*** Supplied material ***

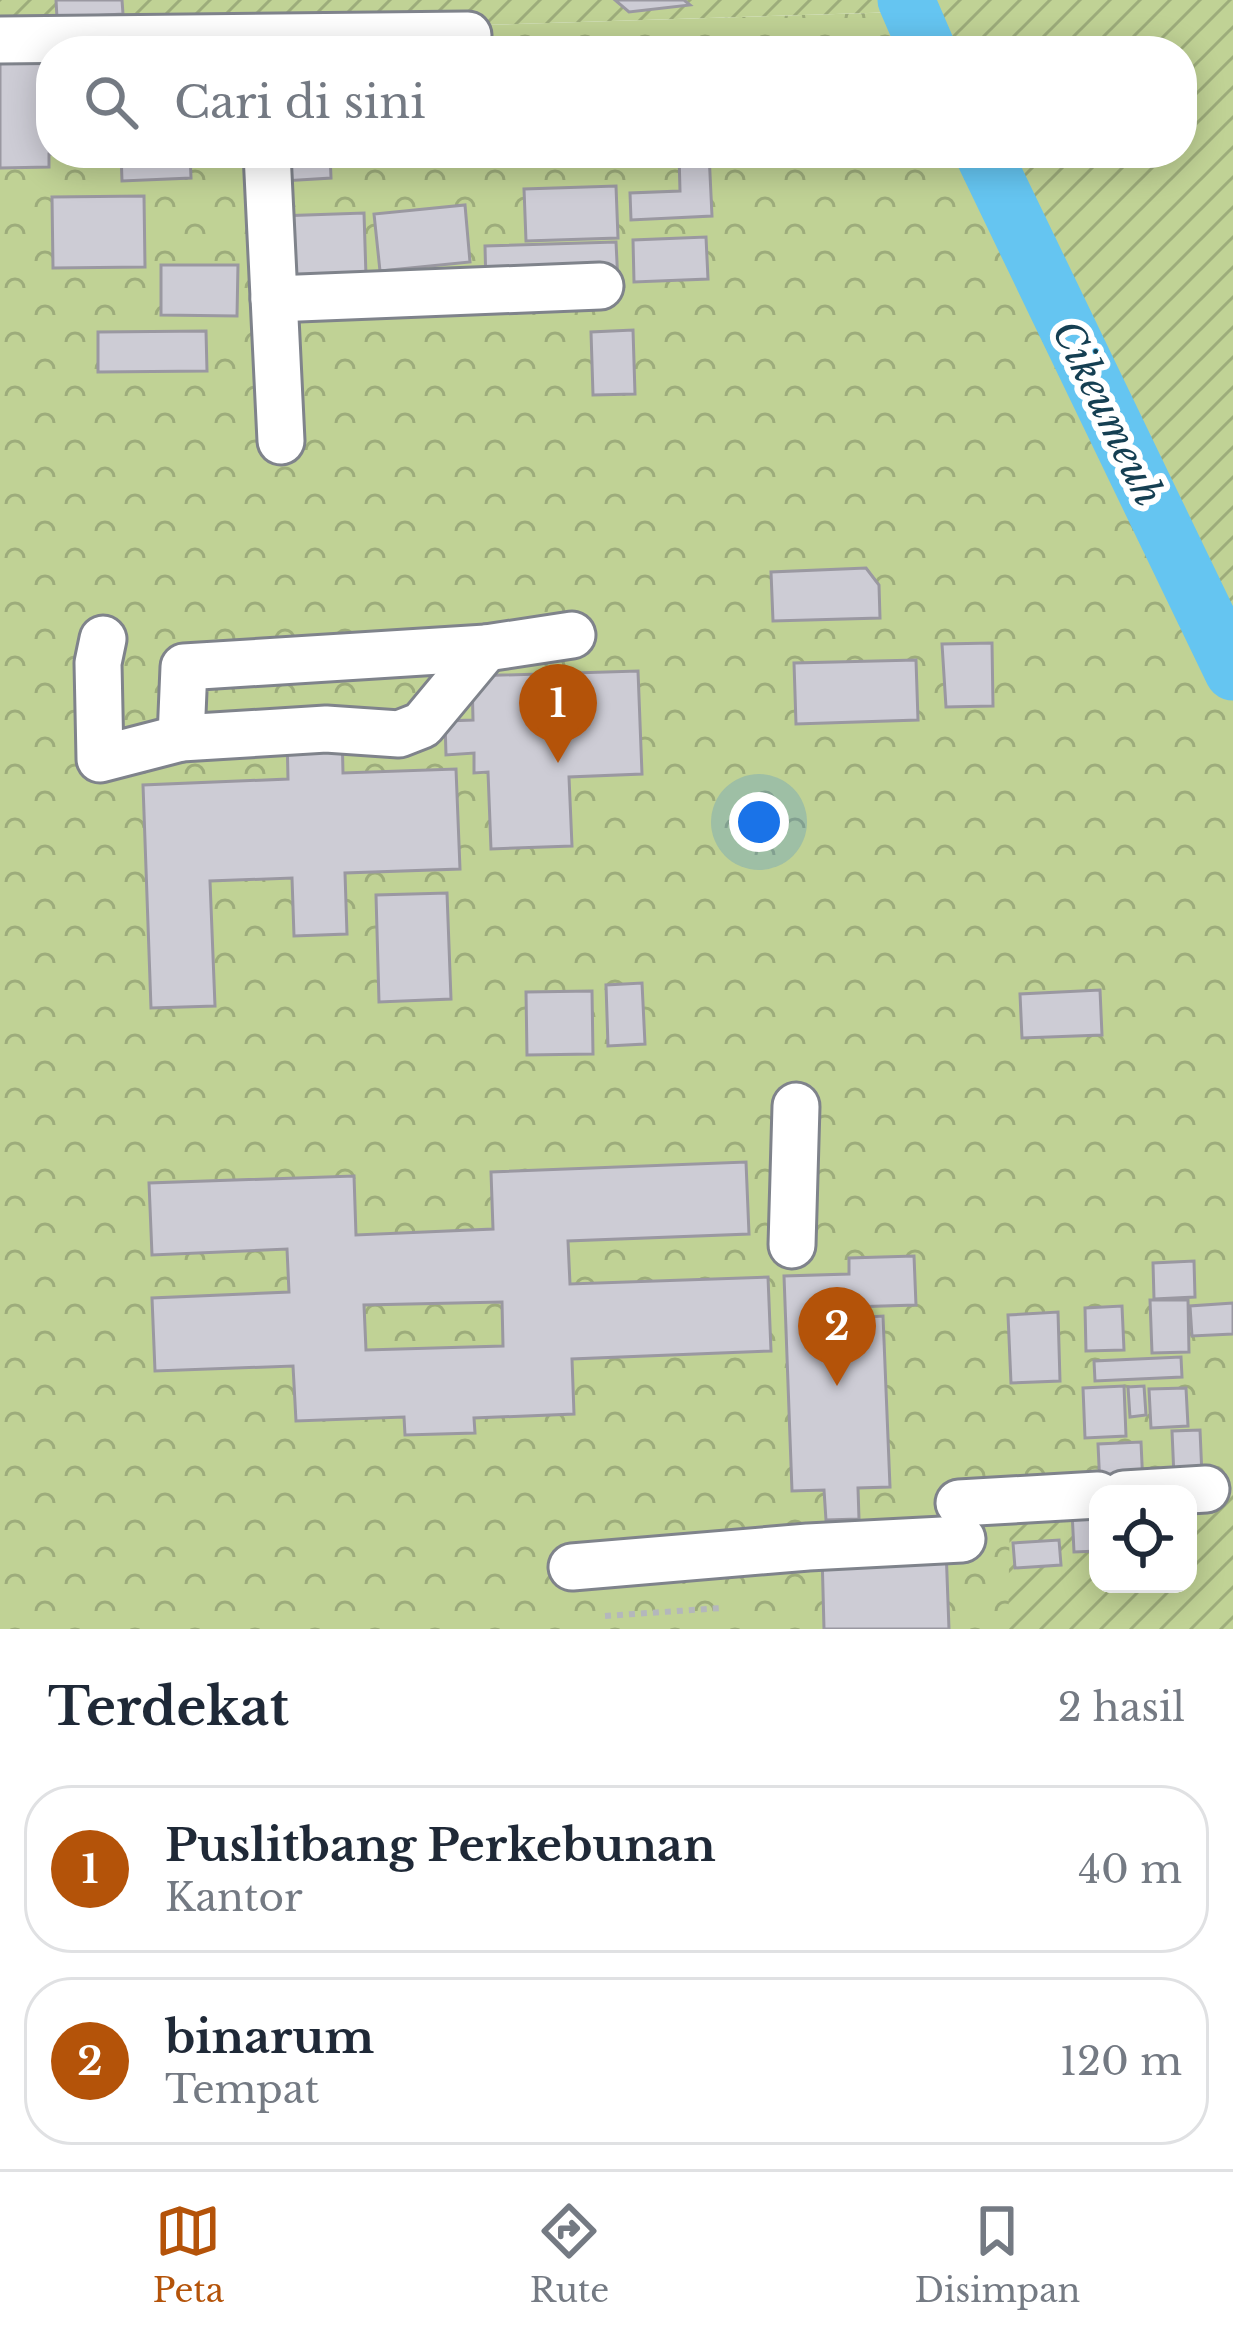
<!DOCTYPE html>
<html lang="id">
<head>
<meta charset="utf-8">
<style>
	body { margin:0; font-family:"Libre Baskerville",serif; background:#f2f2f3; color:#1f2937 }
	.controls { position:absolute; right:36px; bottom:36px; display:grid; overflow:hidden; border-radius:24px; box-shadow:0 6px 30px #0003 }
	.controls button { width:108px; height:108px; display:grid; place-items:center; padding:0; border:0; border-bottom:3px solid #e0e1e3; background:#fff; color:#1f2937; font:60px sans-serif }
	.you { position:absolute; left:759px; top:822px; width:42px; height:42px; margin:-30px; border:9px solid #fff; border-radius:50%; background:#1a73e8; box-shadow:0 0 0 18px #1a73e833 }
	.badge { display:grid; place-items:center; width:78px; height:78px; border-radius:50%; background:#b45309; color:#fff; font-size:39px; font-weight:700 }
	.pin { position:absolute; translate:-50% -99px; filter:drop-shadow(0 3px 6px #0008) }
	.pin::after { content:''; position:absolute; top:63px; width:42px; height:36px; background:inherit; clip-path:polygon(0 0,100% 0,50% 100%) }
	.list { margin:0; padding:0; list-style:none }
	h2 { display:flex; justify-content:space-between; align-items:center; height:156px; margin:0; padding:0 48px; font-size:51px }
	h2 small { font-size:39px; font-weight:400; color:#747a83 }
	.list li { display:grid; grid-template-columns:78px 1fr auto; gap:36px; align-items:center; box-sizing:border-box; height:168px; margin:0 24px 24px; padding:0 24px; border:3px solid #e0e1e3; border-radius:48px }
	.list b { display:block; font-size:45px; white-space:nowrap }
	.list p { margin:0; font-size:39px; white-space:nowrap; color:#747a83 }
	.list em { font-size:39px; font-style:normal; color:#747a83 }
	.icon { flex:none; width:66px; height:66px; fill:none; stroke:currentColor; stroke-width:2; stroke-linecap:round; stroke-linejoin:round }
	.map { position:relative; flex:none; width:1233px; height:1629px; overflow:hidden }
	.search { position:absolute; background:#fff; box-shadow:0 6px 30px #0003; left:36px; right:36px; top:36px; height:132px; display:flex; align-items:center; gap:30px; box-sizing:border-box; padding:0 42px; border-radius:48px; color:#747a83; font-size:45px }
	.sheet { height:540px; background:#fff }
	nav { display:flex; justify-content:space-around; align-items:center; box-sizing:border-box; height:168px; border-top:3px solid #e0e1e3; background:#fff; font-size:33px; color:#747a83 }
	nav a { display:grid; justify-items:center; gap:6px }
	nav .on { color:#b45309 }
	.map>svg:first-child { display:block }
</style>
</head>
<body>
<div class="map">
<svg width="1233" height="1629" viewBox="0 0 1233 1629">
	<defs>
		<pattern id="park-crowns" width="20" height="18" patternUnits="userSpaceOnUse" patternTransform="scale(3)"><rect width="20" height="18" fill="#c0d295"/><path d="M2 6a3 3 0 1 1 6 0M12 15a3 3 0 1 1 6 0" fill="none" stroke="#9dac7b"/></pattern>
		<pattern id="garden-furrows" width="10" height="10" patternUnits="userSpaceOnUse" patternTransform="scale(3)"><rect width="10" height="10" fill="#c0d295"/><path d="M-1 1l2-2M0 10L10 0M9 11l2-2" fill="none" stroke="#9dac7b"/></pattern>
	</defs>
	<rect width="100%" height="100%" fill="#f6f9fe"/>
	<!-- park -->
	<path fill="url(#park-crowns)" fill-rule="evenodd" d="M934,11L954,51H51V153H1004L1233,610V1629H0V40ZM1098,1494H1188V1584H1098Z"/>
	<!-- garden -->
	<g fill="url(#garden-furrows)">
		<path d="M0,0H1233V610L1004,153H1182V51H954L933,11L0,40Z"/>
		<path d="M1233,1493V1629H1008L1010,1504L1098,1500V1584H1188V1495Z"/>
	</g>
	<g fill="none" stroke-linecap="round" stroke-linejoin="round">
		<!-- river -->
		<g stroke="#65c5f1" stroke-width="57">
			<path d="M906,0L928,51"/>
			<path d="M983,153L1233,672"/>
		</g>
	</g>
	<!-- building -->
	<g fill="#cdccd5" stroke="#9a98a1" stroke-width="3" fill-rule="evenodd">
		<path d="M56,0H122L123,14L57,18Z"/>
		<path d="M615,0H684L690,5L629,12Z"/>
		<path d="M48,52L51,153H81L49,154V167L0,168V53Z"/>
		<path d="M121,153H190L191,178L122,181Z"/>
		<path d="M281,153H330L331,178L283,181Z"/>
		<path d="M679,153H709L712,216L631,220L630,193L680,191Z"/>
		<path d="M616,186L618,238L526,241L524,189Z"/>
		<path d="M144,196L145,267L53,268L52,197Z"/>
		<path d="M465,205L470,262L380,271L374,214Z"/>
		<path d="M364,213L366,276L281,279L278,216Z"/>
		<path d="M706,237L708,279L634,282L633,240Z"/>
		<path d="M616,242L618,283L486,287L485,246Z"/>
		<path d="M161,265H238L237,316L161,315Z"/>
		<path d="M633,330L635,394L593,395L591,332Z"/>
		<path d="M206,331L207,371L98,372V332Z"/>
		<path d="M866,568L879,585L880,618L773,621L771,572Z"/>
		<path d="M992,643L993,706L946,707L942,644Z"/>
		<path d="M916,660L918,720L796,724L794,663Z"/>
		<path d="M638,671L642,774L569,777L572,846L491,849L488,772L474,773V753L446,755L445,721L473,720L472,676Z"/>
		<path d="M342,731L343,773L456,769L460,869L345,873L347,934L294,936L292,878L210,881L215,1006L151,1008L143,785L288,779L287,733Z"/>
		<path d="M447,893L451,999L379,1002L376,895Z"/>
		<path d="M642,983L645,1044L608,1046L606,985Z"/>
		<path d="M1100,990L1102,1035L1022,1038L1020,994Z"/>
		<path d="M592,991L593,1054L527,1055L526,992Z"/>
		<path d="M746,1162L749,1234L568,1241L570,1284L768,1277L771,1351L572,1359L574,1414L474,1418L475,1433L405,1435L404,1417L296,1421L293,1366L155,1371L152,1298L289,1292L287,1249L152,1255L149,1183L354,1176L356,1235L493,1229L491,1172ZM502,1302L503,1346L366,1350L364,1305Z"/>
		<path d="M914,1256L916,1305L851,1307V1318L883,1316L890,1487L858,1488L859,1519L826,1520L824,1490L792,1491L784,1276L849,1274V1258Z"/>
		<path d="M1194,1261L1195,1297L1154,1299L1153,1263Z"/>
		<path d="M1150,1300H1188L1189,1352L1152,1353Z"/>
		<path d="M1233,1303V1334L1192,1336L1190,1306Z"/>
		<path d="M1122,1306L1124,1350L1086,1351L1085,1308Z"/>
		<path d="M1058,1312L1060,1381L1011,1383L1008,1315Z"/>
		<path d="M1181,1357L1182,1377L1095,1381L1094,1361Z"/>
		<path d="M1124,1386L1126,1436L1085,1438L1083,1388Z"/>
		<path d="M1144,1386L1146,1415L1130,1417L1128,1387Z"/>
		<path d="M1186,1388L1188,1426L1151,1428L1149,1389Z"/>
		<path d="M1200,1430L1202,1476L1174,1477L1172,1431Z"/>
		<path d="M1141,1442L1143,1486L1100,1487L1098,1444Z"/>
		<path d="M1098,1509V1551L1074,1552L1072,1511Z"/>
		<path d="M1059,1540L1061,1565L1015,1568L1013,1543Z"/>
		<path d="M946,1548L949,1629H824L822,1553Z"/>
	</g>
	<g fill="none" stroke-linecap="round" stroke-linejoin="round">
		<!-- minor casing -->
		<g stroke="#7f838b" stroke-width="51">
			<g id="minor">
				<path d="M0,40L468,35"/>
				<path d="M267,153L281,441"/>
				<path d="M274,299L600,286"/>
				<path d="M103,639L98,663L100,759L181,738L184,667L486,648L572,635"/>
				<path d="M181,738L326,729L399,734L422,725L486,648"/>
				<path d="M792,1245L796,1106"/>
				<path d="M1124,1494L1206,1489"/>
				<path d="M959,1503L1098,1495"/>
				<path d="M572,1567L808,1547L962,1539"/>
			</g>
		</g>
		<!-- path -->
		<path stroke="#b4b7bc" stroke-width="6" stroke-dasharray="6 6" stroke-linecap="butt" d="M605,1616L721,1608"/>
		<!-- minor -->
		<use href="#minor" stroke="#fff" stroke-width="45"/>
	</g>
	<g text-anchor="middle" stroke-width="12" stroke-linejoin="round" paint-order="stroke">
		<!-- water labels -->
		<g font-size="39" font-style="italic" fill="#153f52" stroke="#fff">
			<text transform="translate(1108 413) rotate(64)" y="14">Cikeumeuh</text>
		</g>
	</g>
</svg>
<div class="controls">
<button><svg class="icon" aria-label="locate" viewBox="0 0 24 24"><circle cx="12" cy="12" r="6"/><path d="M12 2v4M12 18v4M2 12h4M18 12h4"/></svg></button>
</div>
<div class="you"></div>
<div class="pin badge" style="left:558px;top:763px">1</div>
<div class="pin badge" style="left:837px;top:1386px">2</div>
<div class="search"><svg class="icon" aria-label="search" viewBox="0 0 24 24"><circle cx="10" cy="10" r="6"/><path d="M15 15l6 6"/></svg>Cari di sini</div>
</div>
<section class="sheet">
<h2>Terdekat<small>2 hasil</small></h2>
<ul class="list">
<li><span class="badge">1</span><div><b>Puslitbang Perkebunan</b><p>Kantor</p></div><em>40 m</em></li>
<li><span class="badge">2</span><div><b>binarum</b><p>Tempat</p></div><em>120 m</em></li>
</ul>
</section>
<nav>
<a class="on"><svg class="icon" aria-label="map" viewBox="0 0 24 24"><path d="M3 6l6-2 6 2 6-2v14l-6 2-6-2-6 2zM9 4v14M15 6v14"/></svg>Peta</a>
<a><svg class="icon" aria-label="directions" viewBox="0 0 24 24"><path d="M12 3l9 9-9 9-9-9zM9 14v-3h6M13 9l2 2-2 2"/></svg>Rute</a>
<a><svg class="icon" aria-label="saved" viewBox="0 0 24 24"><path d="M7 4h10v16l-5-4-5 4z"/></svg>Disimpan</a>
</nav>
</body>
</html>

***

» **Problem**
Write out nothing but the lines from the start of the data through the line with "position:relative; flex:none; width:1233px;". Leave out the pictures.

» **Solution**
<!DOCTYPE html>
<html lang="id">
<head>
<meta charset="utf-8">
<style>
	body { margin:0; font-family:"Libre Baskerville",serif; background:#f2f2f3; color:#1f2937 }
	.controls { position:absolute; right:36px; bottom:36px; display:grid; overflow:hidden; border-radius:24px; box-shadow:0 6px 30px #0003 }
	.controls button { width:108px; height:108px; display:grid; place-items:center; padding:0; border:0; border-bottom:3px solid #e0e1e3; background:#fff; color:#1f2937; font:60px sans-serif }
	.you { position:absolute; left:759px; top:822px; width:42px; height:42px; margin:-30px; border:9px solid #fff; border-radius:50%; background:#1a73e8; box-shadow:0 0 0 18px #1a73e833 }
	.badge { display:grid; place-items:center; width:78px; height:78px; border-radius:50%; background:#b45309; color:#fff; font-size:39px; font-weight:700 }
	.pin { position:absolute; translate:-50% -99px; filter:drop-shadow(0 3px 6px #0008) }
	.pin::after { content:''; position:absolute; top:63px; width:42px; height:36px; background:inherit; clip-path:polygon(0 0,100% 0,50% 100%) }
	.list { margin:0; padding:0; list-style:none }
	h2 { display:flex; justify-content:space-between; align-items:center; height:156px; margin:0; padding:0 48px; font-size:51px }
	h2 small { font-size:39px; font-weight:400; color:#747a83 }
	.list li { display:grid; grid-template-columns:78px 1fr auto; gap:36px; align-items:center; box-sizing:border-box; height:168px; margin:0 24px 24px; padding:0 24px; border:3px solid #e0e1e3; border-radius:48px }
	.list b { display:block; font-size:45px; white-space:nowrap }
	.list p { margin:0; font-size:39px; white-space:nowrap; color:#747a83 }
	.list em { font-size:39px; font-style:normal; color:#747a83 }
	.icon { flex:none; width:66px; height:66px; fill:none; stroke:currentColor; stroke-width:2; stroke-linecap:round; stroke-linejoin:round }
	.map { position:relative; flex:none; width:1233px; height:1629px; overflow:hidden }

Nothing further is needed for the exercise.